EXTRACTED MATERIAL:
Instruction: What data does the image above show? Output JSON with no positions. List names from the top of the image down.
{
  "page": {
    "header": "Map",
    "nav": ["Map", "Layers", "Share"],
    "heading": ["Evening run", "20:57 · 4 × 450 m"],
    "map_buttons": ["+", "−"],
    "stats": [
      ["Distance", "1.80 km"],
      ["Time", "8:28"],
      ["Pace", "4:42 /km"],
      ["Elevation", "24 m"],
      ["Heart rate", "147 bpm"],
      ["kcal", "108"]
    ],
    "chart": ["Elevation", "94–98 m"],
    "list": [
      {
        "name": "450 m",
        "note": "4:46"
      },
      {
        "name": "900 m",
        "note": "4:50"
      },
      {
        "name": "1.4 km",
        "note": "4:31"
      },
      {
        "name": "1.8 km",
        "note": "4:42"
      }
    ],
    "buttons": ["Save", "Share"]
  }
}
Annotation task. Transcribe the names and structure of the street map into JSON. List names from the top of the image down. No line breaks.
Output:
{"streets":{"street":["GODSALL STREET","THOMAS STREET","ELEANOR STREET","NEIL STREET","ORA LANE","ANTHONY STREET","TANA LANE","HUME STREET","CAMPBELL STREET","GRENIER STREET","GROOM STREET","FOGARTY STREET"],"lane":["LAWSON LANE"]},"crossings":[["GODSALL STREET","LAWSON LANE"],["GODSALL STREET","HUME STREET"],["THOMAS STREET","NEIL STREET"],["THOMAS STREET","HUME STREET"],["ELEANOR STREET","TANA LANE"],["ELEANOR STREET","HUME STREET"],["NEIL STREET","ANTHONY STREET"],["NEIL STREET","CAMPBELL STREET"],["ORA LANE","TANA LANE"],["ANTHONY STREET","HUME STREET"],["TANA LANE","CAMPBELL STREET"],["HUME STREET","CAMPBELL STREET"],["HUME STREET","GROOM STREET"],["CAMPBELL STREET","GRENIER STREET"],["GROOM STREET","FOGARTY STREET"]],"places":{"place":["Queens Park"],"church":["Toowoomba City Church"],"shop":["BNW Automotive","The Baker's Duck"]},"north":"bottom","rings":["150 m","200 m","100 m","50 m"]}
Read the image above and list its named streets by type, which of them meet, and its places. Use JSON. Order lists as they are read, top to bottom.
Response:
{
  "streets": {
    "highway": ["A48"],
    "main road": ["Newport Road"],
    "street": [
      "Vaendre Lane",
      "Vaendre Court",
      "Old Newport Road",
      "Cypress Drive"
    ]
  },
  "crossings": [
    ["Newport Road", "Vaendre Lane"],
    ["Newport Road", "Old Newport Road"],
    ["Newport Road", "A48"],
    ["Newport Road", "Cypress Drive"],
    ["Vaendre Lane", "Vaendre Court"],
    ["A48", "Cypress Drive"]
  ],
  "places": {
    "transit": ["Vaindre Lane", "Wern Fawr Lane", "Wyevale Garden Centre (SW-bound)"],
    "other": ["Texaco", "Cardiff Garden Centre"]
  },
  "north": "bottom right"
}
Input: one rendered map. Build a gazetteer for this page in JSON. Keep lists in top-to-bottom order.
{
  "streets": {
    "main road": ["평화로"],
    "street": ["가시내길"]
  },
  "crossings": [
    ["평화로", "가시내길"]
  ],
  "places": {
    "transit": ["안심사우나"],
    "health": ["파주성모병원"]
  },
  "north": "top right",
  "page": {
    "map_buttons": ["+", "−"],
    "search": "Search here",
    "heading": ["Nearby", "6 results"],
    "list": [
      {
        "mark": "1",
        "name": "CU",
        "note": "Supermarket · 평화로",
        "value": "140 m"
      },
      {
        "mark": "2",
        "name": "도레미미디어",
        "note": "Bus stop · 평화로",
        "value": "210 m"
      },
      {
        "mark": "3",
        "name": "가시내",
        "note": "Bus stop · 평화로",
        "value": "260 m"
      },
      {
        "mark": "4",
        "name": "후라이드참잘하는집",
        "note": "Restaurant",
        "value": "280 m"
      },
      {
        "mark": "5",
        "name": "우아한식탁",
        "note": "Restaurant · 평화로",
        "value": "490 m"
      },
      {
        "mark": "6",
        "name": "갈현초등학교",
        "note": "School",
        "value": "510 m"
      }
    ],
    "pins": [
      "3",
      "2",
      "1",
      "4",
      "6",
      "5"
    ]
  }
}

DIRECTIONS: Restate every record above, exactly, in full.

RESULT BELOW:
Instruction: What data does the image above show? Output JSON with no positions. List names from the top of the image down.
{
  "page": {
    "header": "Map",
    "nav": ["Map", "Layers", "Share"],
    "heading": ["Evening run", "20:57 · 4 × 450 m"],
    "map_buttons": ["+", "−"],
    "stats": [
      ["Distance", "1.80 km"],
      ["Time", "8:28"],
      ["Pace", "4:42 /km"],
      ["Elevation", "24 m"],
      ["Heart rate", "147 bpm"],
      ["kcal", "108"]
    ],
    "chart": ["Elevation", "94–98 m"],
    "list": [
      {
        "name": "450 m",
        "note": "4:46"
      },
      {
        "name": "900 m",
        "note": "4:50"
      },
      {
        "name": "1.4 km",
        "note": "4:31"
      },
      {
        "name": "1.8 km",
        "note": "4:42"
      }
    ],
    "buttons": ["Save", "Share"]
  }
}
Annotation task. Transcribe the names and structure of the street map into JSON. List names from the top of the image down. No line breaks.
Output:
{"streets":{"street":["GODSALL STREET","THOMAS STREET","ELEANOR STREET","NEIL STREET","ORA LANE","ANTHONY STREET","TANA LANE","HUME STREET","CAMPBELL STREET","GRENIER STREET","GROOM STREET","FOGARTY STREET"],"lane":["LAWSON LANE"]},"crossings":[["GODSALL STREET","LAWSON LANE"],["GODSALL STREET","HUME STREET"],["THOMAS STREET","NEIL STREET"],["THOMAS STREET","HUME STREET"],["ELEANOR STREET","TANA LANE"],["ELEANOR STREET","HUME STREET"],["NEIL STREET","ANTHONY STREET"],["NEIL STREET","CAMPBELL STREET"],["ORA LANE","TANA LANE"],["ANTHONY STREET","HUME STREET"],["TANA LANE","CAMPBELL STREET"],["HUME STREET","CAMPBELL STREET"],["HUME STREET","GROOM STREET"],["CAMPBELL STREET","GRENIER STREET"],["GROOM STREET","FOGARTY STREET"]],"places":{"place":["Queens Park"],"church":["Toowoomba City Church"],"shop":["BNW Automotive","The Baker's Duck"]},"north":"bottom","rings":["150 m","200 m","100 m","50 m"]}
Read the image above and list its named streets by type, which of them meet, and its places. Use JSON. Order lists as they are read, top to bottom.
Response:
{
  "streets": {
    "highway": ["A48"],
    "main road": ["Newport Road"],
    "street": [
      "Vaendre Lane",
      "Vaendre Court",
      "Old Newport Road",
      "Cypress Drive"
    ]
  },
  "crossings": [
    ["Newport Road", "Vaendre Lane"],
    ["Newport Road", "Old Newport Road"],
    ["Newport Road", "A48"],
    ["Newport Road", "Cypress Drive"],
    ["Vaendre Lane", "Vaendre Court"],
    ["A48", "Cypress Drive"]
  ],
  "places": {
    "transit": ["Vaindre Lane", "Wern Fawr Lane", "Wyevale Garden Centre (SW-bound)"],
    "other": ["Texaco", "Cardiff Garden Centre"]
  },
  "north": "bottom right"
}
Input: one rendered map. Build a gazetteer for this page in JSON. Keep lists in top-to-bottom order.
{
  "streets": {
    "main road": ["평화로"],
    "street": ["가시내길"]
  },
  "crossings": [
    ["평화로", "가시내길"]
  ],
  "places": {
    "transit": ["안심사우나"],
    "health": ["파주성모병원"]
  },
  "north": "top right",
  "page": {
    "map_buttons": ["+", "−"],
    "search": "Search here",
    "heading": ["Nearby", "6 results"],
    "list": [
      {
        "mark": "1",
        "name": "CU",
        "note": "Supermarket · 평화로",
        "value": "140 m"
      },
      {
        "mark": "2",
        "name": "도레미미디어",
        "note": "Bus stop · 평화로",
        "value": "210 m"
      },
      {
        "mark": "3",
        "name": "가시내",
        "note": "Bus stop · 평화로",
        "value": "260 m"
      },
      {
        "mark": "4",
        "name": "후라이드참잘하는집",
        "note": "Restaurant",
        "value": "280 m"
      },
      {
        "mark": "5",
        "name": "우아한식탁",
        "note": "Restaurant · 평화로",
        "value": "490 m"
      },
      {
        "mark": "6",
        "name": "갈현초등학교",
        "note": "School",
        "value": "510 m"
      }
    ],
    "pins": [
      "3",
      "2",
      "1",
      "4",
      "6",
      "5"
    ]
  }
}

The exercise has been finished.